The couple has a 3-year-old boy named Calder. While Vickers, who carried Calder, is the legal mother, Miller is only a legal guardian. Securing full parental rights for Miller was the biggest reason they wanted to wed. They had even been considering leaving the state over the issue.

When news of Shelby’s decision spread, Miller immediately contacted her lawyer, who advised her to move quickly.

On Dec. 23, with Miller’s mother, sister and brother in law in town for the holidays, she married Vickers in Coalville.

The couple held off on their next big step — to have Miller legally adopt Calder — until there was a formal decision validating their marriage. That was what happened Monday.

"It’s in the works right now," Miller said about adoption proceedings. She then plans to change her last name, so the family all has the same one.

"Our big thing," she said, "honestly is more like, just being a family."

Broman is sympathetic to Miller’s struggle.

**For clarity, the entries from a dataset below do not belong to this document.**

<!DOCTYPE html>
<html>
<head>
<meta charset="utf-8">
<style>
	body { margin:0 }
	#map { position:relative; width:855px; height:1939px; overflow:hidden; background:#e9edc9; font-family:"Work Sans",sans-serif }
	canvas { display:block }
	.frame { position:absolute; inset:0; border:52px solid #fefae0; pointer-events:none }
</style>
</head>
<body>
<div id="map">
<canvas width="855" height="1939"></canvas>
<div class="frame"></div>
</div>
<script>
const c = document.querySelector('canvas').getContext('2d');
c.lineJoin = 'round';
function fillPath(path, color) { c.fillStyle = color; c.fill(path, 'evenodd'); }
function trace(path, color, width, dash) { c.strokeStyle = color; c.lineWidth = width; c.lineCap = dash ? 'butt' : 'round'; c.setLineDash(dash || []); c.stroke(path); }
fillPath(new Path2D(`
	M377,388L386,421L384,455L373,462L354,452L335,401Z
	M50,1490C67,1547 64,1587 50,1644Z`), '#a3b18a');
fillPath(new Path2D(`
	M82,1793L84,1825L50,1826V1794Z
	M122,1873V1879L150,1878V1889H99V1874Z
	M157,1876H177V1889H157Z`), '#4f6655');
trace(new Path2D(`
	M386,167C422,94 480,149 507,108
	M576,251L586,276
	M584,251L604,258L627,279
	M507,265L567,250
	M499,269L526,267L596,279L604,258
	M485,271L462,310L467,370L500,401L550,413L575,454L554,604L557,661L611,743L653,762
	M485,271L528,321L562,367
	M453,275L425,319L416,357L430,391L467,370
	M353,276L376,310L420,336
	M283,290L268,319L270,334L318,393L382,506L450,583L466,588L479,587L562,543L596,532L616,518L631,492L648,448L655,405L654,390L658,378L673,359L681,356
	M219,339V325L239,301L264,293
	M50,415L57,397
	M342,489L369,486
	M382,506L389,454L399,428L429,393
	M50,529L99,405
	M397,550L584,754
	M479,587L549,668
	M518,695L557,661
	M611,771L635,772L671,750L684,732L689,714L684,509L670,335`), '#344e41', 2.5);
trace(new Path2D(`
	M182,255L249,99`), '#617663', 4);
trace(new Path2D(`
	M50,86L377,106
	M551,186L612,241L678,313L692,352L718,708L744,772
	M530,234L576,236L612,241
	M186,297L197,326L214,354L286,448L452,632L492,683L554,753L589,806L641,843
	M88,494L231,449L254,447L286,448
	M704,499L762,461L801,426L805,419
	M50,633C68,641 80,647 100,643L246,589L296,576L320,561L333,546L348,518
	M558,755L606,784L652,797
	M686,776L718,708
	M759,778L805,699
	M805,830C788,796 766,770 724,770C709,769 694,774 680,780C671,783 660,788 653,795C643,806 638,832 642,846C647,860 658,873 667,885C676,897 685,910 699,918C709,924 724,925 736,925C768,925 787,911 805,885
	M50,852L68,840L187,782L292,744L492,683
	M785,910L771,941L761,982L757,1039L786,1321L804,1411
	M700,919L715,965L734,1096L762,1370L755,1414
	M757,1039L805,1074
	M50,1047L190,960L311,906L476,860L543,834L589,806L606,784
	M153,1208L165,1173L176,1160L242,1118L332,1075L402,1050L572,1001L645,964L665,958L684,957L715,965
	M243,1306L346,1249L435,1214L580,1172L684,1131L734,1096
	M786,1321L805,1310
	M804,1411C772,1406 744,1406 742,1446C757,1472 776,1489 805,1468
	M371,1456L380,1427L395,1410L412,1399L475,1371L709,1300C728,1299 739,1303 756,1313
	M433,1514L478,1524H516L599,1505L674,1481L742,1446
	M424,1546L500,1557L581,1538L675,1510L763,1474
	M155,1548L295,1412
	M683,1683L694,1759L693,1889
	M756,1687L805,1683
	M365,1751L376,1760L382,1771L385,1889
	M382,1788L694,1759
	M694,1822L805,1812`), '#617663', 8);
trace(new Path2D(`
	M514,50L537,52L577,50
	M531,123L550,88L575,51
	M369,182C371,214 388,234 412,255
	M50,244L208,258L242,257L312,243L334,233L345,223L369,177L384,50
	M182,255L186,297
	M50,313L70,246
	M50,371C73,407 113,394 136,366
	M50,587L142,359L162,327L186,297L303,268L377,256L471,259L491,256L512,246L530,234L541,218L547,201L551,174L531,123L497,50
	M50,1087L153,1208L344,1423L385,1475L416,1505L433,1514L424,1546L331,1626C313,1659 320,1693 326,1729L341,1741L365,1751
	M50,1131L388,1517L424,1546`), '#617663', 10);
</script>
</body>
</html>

"I don’t get the not being able to have kids part," he said. "That really probably bothers me more than anything. Because gay people that have children really make an effort to have kids. It’s not an accidental pregnancy, you know they really struggled to get a child — either through adoption or artificial insemination — and they want to have a kid. There are so many straight people that have kids that don’t really care, aren’t very good to their kids, but I think every gay couple I know that has kids, they’re really loving parents. They deserve that right to have a kid."

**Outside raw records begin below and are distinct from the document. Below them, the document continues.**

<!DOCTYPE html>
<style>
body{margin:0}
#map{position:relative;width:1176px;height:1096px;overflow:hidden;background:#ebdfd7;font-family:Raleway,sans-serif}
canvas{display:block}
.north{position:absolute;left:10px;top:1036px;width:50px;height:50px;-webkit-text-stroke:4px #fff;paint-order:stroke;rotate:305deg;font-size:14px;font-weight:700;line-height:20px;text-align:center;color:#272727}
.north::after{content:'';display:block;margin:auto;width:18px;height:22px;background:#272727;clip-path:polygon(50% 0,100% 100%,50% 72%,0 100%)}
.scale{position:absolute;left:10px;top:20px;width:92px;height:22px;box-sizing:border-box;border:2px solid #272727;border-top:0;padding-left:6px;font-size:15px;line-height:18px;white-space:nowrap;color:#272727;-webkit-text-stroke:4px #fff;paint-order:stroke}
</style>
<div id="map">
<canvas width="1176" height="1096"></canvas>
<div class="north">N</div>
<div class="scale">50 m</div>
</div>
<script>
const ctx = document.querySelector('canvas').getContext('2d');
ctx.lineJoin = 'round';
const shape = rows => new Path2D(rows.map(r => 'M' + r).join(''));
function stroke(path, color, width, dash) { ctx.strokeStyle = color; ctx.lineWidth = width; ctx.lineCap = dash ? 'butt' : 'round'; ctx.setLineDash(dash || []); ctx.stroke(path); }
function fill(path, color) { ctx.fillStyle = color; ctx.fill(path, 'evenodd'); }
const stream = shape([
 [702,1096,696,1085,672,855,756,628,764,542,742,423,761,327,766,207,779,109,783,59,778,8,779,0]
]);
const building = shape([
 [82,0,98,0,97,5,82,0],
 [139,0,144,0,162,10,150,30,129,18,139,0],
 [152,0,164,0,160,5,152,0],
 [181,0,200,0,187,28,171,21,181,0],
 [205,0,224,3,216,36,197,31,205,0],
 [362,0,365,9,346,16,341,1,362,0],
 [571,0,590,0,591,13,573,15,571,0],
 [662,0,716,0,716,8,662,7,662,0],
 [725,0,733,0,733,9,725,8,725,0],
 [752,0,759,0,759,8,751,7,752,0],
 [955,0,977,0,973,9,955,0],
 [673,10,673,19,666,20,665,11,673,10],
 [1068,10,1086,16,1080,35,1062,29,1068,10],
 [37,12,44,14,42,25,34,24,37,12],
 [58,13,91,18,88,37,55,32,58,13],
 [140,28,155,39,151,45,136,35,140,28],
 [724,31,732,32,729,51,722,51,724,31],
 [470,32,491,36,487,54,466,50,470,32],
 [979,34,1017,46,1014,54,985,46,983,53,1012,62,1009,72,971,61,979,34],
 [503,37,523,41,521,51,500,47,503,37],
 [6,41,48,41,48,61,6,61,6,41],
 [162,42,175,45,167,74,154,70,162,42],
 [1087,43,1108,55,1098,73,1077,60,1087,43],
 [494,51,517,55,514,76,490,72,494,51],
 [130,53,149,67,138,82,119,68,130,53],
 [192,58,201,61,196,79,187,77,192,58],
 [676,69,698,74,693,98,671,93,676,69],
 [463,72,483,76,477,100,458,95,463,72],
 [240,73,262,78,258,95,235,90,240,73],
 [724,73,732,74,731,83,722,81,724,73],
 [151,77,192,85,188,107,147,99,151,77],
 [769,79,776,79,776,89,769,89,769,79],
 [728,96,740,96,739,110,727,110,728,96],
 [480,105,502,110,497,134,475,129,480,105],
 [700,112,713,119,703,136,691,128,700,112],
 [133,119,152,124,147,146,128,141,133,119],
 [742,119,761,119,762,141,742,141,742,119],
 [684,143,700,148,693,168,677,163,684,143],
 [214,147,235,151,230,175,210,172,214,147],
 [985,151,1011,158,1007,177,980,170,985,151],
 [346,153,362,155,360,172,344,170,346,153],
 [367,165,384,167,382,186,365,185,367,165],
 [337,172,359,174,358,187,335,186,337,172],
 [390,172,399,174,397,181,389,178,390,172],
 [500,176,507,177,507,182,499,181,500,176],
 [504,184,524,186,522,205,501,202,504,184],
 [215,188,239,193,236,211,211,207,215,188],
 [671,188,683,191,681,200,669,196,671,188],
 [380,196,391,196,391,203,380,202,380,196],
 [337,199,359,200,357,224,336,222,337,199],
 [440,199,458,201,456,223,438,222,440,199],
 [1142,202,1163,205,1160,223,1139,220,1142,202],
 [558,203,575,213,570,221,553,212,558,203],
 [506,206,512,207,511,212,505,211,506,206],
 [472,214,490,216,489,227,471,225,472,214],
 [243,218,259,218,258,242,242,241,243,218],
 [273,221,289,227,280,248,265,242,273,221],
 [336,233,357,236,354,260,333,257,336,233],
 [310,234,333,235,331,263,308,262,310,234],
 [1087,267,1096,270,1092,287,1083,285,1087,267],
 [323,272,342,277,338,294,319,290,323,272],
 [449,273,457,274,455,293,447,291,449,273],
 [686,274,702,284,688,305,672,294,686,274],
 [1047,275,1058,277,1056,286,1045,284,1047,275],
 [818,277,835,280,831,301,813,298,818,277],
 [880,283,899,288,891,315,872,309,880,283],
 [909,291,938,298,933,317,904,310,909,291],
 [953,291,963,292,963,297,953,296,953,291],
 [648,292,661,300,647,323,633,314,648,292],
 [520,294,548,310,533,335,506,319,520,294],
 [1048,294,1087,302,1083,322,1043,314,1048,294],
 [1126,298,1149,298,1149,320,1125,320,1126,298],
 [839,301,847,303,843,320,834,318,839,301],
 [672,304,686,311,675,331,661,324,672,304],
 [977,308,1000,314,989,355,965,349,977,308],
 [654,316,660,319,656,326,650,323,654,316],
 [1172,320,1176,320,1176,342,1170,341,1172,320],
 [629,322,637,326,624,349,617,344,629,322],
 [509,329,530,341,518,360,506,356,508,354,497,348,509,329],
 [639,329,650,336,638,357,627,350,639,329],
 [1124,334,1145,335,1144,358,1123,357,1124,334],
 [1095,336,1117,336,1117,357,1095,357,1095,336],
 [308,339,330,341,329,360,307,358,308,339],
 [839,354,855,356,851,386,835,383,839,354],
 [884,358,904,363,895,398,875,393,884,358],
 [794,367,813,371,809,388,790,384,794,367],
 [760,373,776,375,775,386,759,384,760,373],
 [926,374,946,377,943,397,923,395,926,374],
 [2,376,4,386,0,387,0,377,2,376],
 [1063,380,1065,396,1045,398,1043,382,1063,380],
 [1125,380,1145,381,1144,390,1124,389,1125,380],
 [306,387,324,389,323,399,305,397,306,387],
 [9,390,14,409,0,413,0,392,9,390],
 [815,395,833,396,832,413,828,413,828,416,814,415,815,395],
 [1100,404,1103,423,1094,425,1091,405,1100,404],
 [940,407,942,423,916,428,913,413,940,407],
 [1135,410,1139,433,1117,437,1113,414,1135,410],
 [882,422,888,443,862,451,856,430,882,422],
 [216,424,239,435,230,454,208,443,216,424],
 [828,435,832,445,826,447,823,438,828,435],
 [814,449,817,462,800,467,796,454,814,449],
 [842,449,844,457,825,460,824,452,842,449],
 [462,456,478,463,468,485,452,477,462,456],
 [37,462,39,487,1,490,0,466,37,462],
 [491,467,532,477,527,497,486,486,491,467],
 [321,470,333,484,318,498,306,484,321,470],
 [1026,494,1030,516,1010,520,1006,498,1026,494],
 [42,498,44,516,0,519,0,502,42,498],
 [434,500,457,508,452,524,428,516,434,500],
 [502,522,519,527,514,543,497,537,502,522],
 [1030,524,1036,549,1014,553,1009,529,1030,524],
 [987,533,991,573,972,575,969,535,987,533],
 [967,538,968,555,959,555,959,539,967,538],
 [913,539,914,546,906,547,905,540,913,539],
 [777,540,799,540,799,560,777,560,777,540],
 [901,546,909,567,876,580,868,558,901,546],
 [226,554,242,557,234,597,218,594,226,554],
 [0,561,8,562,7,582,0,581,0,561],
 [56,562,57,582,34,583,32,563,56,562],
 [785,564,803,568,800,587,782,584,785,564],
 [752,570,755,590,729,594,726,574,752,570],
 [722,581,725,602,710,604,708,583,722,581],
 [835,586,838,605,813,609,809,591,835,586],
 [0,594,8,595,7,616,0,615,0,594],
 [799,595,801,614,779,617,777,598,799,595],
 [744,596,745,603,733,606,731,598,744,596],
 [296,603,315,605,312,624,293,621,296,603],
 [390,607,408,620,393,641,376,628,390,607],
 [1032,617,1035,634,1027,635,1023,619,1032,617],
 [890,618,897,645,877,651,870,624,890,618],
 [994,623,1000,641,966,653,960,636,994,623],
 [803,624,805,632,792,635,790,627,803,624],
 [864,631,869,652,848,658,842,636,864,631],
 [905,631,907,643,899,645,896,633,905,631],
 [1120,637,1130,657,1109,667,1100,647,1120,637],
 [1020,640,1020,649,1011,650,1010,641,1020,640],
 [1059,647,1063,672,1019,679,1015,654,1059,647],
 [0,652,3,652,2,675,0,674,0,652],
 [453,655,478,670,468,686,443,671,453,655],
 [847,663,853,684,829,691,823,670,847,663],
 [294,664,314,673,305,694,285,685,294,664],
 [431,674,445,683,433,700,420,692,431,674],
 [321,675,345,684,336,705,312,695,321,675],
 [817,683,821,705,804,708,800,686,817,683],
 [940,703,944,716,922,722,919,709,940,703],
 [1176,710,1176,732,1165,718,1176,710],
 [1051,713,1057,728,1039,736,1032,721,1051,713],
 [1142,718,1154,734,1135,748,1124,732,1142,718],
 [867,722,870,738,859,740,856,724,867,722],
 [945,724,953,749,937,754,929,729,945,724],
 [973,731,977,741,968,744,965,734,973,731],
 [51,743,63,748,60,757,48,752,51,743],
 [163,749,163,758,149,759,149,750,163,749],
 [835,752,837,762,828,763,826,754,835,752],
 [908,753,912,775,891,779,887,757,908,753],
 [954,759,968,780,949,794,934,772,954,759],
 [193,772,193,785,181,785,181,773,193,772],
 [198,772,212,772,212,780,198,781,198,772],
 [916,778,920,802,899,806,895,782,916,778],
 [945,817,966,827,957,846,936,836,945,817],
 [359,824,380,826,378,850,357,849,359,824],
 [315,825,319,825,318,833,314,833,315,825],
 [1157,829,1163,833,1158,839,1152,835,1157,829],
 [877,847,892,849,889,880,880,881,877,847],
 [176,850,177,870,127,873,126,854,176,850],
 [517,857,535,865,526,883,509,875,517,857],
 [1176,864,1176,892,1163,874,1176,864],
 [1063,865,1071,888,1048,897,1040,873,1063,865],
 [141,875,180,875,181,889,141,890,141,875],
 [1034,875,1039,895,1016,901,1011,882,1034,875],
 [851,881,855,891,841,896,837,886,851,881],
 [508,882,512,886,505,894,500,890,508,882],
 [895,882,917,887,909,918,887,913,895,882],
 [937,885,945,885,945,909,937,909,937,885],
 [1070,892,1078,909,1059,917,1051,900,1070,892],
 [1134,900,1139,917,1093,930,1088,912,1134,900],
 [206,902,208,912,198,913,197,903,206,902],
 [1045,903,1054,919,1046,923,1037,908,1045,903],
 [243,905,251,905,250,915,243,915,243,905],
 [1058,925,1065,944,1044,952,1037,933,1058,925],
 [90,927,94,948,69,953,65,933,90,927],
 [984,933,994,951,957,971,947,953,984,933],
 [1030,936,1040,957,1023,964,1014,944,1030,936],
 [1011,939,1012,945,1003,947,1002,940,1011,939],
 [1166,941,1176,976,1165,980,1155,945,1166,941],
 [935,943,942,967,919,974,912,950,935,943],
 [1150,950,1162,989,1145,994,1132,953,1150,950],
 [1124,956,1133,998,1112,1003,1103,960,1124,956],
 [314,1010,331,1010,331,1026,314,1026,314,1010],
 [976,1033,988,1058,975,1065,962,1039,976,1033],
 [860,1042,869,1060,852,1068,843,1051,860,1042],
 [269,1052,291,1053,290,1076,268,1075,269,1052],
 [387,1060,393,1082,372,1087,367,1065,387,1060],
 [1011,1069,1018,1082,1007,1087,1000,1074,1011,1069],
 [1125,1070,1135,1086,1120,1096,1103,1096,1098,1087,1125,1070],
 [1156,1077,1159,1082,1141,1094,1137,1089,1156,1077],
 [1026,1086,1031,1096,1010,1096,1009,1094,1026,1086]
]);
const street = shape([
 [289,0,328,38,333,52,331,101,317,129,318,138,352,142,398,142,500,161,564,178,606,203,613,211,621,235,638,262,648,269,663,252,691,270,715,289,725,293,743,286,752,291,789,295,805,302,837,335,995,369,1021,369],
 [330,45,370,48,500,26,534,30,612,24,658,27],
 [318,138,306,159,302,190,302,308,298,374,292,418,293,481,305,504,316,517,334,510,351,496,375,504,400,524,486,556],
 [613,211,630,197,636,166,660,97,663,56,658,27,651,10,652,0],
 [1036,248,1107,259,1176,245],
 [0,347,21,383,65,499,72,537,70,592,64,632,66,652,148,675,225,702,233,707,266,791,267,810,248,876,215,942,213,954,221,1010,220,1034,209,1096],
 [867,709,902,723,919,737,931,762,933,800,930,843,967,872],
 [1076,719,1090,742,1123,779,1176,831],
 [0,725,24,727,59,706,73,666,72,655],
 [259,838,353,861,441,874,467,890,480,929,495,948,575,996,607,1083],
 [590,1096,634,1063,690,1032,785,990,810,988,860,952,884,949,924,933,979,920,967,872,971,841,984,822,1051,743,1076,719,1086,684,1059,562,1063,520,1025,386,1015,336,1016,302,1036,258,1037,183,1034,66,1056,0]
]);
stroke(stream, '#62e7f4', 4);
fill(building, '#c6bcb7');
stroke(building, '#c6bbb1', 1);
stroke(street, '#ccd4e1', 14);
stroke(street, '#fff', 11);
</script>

There are many other practical benefits for legally married couples.

"For us, the big thing was Social Security and also the medical reasons — you know, being able to visit your partner in the hospital," Broman said, "is very important if one of us got sick. And then the Social Security benefit, you know if we weren’t married, if I should die, it wouldn’t be passed on to Gene like it does to every other married couple. And that’s a pretty big benefit for the remaining spouse."

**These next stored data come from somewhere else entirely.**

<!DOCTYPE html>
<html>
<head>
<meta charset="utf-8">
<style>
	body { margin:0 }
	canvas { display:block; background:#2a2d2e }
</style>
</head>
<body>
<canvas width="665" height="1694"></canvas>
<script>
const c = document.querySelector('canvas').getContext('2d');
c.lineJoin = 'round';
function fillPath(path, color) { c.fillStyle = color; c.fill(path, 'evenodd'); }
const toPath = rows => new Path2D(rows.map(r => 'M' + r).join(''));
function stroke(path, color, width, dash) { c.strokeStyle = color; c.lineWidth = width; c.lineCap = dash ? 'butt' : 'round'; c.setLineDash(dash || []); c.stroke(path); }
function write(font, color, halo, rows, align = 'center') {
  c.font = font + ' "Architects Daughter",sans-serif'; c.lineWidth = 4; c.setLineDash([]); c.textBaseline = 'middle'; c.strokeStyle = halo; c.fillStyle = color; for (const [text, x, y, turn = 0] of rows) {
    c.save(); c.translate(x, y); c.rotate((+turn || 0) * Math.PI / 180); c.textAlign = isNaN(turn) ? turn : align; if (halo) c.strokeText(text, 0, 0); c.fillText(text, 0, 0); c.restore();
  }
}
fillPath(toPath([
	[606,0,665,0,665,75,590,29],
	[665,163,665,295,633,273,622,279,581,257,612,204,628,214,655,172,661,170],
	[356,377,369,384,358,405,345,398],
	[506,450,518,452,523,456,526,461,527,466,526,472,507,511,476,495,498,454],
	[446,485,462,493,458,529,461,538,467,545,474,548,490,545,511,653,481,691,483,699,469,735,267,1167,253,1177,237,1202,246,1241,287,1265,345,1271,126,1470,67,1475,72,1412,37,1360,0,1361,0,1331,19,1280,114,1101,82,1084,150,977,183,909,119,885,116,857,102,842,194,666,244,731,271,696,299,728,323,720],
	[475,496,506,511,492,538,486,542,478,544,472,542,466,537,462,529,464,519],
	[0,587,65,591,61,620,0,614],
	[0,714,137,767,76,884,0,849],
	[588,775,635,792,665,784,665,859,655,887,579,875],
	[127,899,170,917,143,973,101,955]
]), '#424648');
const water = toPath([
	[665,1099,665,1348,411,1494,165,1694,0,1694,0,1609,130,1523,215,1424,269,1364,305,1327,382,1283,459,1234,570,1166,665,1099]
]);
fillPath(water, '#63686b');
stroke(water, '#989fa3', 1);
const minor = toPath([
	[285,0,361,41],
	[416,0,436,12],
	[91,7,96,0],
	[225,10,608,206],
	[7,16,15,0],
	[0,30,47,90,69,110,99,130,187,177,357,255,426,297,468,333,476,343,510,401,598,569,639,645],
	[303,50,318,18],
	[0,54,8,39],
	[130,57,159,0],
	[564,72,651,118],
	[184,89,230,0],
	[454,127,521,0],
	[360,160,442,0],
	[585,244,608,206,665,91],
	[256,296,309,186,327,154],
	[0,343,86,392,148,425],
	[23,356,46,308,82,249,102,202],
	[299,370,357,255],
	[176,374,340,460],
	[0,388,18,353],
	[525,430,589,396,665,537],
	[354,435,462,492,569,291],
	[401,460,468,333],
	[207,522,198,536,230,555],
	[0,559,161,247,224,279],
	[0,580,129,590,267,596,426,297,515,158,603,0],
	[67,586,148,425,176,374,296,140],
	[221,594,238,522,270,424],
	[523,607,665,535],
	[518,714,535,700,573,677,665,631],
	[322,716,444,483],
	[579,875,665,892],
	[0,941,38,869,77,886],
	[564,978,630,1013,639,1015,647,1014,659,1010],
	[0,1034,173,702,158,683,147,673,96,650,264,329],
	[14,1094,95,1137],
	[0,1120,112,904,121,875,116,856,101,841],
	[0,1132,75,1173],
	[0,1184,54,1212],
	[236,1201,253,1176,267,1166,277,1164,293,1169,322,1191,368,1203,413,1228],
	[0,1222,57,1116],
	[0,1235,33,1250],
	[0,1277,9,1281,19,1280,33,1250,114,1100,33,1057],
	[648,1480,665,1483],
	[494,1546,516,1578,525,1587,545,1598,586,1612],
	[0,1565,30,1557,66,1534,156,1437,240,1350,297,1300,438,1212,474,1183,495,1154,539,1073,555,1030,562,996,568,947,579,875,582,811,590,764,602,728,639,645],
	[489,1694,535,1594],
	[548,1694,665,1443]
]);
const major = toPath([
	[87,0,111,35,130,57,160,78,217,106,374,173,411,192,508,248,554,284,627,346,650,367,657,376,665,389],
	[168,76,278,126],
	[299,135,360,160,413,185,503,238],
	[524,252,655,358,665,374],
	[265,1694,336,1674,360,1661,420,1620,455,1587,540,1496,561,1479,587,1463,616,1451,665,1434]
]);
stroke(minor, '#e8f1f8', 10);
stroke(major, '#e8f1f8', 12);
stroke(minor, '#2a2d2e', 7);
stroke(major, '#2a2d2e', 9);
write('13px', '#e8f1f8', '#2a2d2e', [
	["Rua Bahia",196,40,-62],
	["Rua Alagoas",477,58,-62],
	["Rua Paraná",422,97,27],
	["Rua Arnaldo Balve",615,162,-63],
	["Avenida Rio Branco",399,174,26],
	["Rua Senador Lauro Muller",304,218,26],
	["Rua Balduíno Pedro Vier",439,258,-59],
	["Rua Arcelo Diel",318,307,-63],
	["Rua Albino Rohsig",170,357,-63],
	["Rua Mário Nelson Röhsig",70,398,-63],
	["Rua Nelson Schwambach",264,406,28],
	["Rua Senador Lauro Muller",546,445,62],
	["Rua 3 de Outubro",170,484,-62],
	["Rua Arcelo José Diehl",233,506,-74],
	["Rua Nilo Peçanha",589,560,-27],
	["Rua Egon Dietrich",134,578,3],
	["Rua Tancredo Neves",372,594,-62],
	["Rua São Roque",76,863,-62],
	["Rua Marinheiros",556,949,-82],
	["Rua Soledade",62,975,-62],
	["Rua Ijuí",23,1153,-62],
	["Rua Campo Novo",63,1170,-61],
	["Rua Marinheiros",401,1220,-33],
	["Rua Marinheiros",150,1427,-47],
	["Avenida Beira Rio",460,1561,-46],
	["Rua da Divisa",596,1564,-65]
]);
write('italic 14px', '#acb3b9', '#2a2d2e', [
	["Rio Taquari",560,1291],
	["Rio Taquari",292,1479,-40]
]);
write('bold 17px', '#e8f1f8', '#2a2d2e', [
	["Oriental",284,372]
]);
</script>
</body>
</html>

The state did recognize the marriages in joint state tax filings for 2013, which can be another key benefit for married couples. "We laugh at that, because it didn’t help us, it hurt us this year," Miller said. "But who cares."

In his Monday decision, Judge Kimball wrote that the same-sex couples who brought the lawsuit "face significant irreparable harms to themselves and their families — inability to inherit, inability to adopt, loss of custody, lost benefits. The State, however, has demonstrated no real harm in continuing to recognize Plaintiffs’ legally-entered marriages."

Though he noted that he was not obligated to do so, Kimball "stayed" his ruling for 21 days, allowing the state an opportunity to appeal. As of Friday, Gov. Herbert had not detailed whether and how the state might appeal the decision, but he struck a defiant tone during a news conference on Thursday.

"We have a law created by the people of Utah and we need to defend that law to the very end," the governor said.

"The definition of marriage over thousands, millennia of time has been between one man and one woman. Well this is a new day, I understand that. And mores may be changing, but we have a law on the books that needs to be defended," he said.